Task instructions:
Scan the material for the word "Peregringasse", and copy each line where it shows up.

Source data:
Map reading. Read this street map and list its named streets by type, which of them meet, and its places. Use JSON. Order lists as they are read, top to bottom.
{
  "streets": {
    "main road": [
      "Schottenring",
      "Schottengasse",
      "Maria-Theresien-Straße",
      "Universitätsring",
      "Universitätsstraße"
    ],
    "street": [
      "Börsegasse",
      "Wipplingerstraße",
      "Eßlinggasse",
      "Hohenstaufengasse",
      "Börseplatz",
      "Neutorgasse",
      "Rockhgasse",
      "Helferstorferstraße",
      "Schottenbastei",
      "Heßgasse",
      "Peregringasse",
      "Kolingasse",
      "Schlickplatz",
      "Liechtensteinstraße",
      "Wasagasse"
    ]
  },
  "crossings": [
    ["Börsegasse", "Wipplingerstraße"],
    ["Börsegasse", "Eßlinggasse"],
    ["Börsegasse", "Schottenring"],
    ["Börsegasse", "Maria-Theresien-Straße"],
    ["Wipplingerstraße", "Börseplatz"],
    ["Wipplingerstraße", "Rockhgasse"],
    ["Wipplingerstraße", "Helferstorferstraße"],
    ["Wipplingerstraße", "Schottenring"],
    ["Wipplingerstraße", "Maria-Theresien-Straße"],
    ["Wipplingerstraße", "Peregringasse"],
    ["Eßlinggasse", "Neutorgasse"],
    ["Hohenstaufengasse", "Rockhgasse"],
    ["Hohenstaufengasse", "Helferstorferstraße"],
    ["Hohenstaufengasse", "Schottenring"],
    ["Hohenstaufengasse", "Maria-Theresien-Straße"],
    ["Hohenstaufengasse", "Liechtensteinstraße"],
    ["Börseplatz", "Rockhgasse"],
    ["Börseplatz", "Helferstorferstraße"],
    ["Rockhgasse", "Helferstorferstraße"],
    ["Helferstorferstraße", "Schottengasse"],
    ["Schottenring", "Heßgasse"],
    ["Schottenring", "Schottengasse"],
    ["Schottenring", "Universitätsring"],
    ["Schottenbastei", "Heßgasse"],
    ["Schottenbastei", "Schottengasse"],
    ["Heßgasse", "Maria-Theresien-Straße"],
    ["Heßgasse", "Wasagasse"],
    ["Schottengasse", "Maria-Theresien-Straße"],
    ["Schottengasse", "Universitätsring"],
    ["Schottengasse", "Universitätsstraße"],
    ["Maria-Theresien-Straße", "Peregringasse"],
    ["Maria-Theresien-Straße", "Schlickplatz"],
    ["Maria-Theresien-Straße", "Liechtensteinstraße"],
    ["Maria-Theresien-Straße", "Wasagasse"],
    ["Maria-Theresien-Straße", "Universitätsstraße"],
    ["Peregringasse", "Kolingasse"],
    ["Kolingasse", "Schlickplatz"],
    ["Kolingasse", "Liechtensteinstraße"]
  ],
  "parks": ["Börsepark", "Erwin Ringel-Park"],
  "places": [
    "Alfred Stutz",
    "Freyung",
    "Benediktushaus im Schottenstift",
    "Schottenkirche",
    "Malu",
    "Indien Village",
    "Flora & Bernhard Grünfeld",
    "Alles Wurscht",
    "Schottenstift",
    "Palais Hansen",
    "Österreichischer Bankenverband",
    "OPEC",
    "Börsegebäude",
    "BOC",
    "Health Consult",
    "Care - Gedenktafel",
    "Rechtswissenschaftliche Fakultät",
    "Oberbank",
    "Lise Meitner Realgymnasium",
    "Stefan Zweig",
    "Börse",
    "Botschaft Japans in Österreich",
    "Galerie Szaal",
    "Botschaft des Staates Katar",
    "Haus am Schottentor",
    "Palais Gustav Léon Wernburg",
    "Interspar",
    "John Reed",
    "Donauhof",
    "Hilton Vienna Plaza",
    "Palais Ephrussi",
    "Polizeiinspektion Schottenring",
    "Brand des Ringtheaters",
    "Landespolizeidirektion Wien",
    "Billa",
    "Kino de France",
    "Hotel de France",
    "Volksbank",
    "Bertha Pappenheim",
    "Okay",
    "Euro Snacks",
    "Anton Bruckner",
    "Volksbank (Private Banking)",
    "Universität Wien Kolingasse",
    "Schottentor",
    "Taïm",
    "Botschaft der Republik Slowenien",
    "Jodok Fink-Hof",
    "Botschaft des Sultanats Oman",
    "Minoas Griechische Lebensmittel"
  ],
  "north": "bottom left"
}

Answer below:
      "Peregringasse",
    ["Wipplingerstraße", "Peregringasse"],
    ["Maria-Theresien-Straße", "Peregringasse"],
    ["Peregringasse", "Kolingasse"],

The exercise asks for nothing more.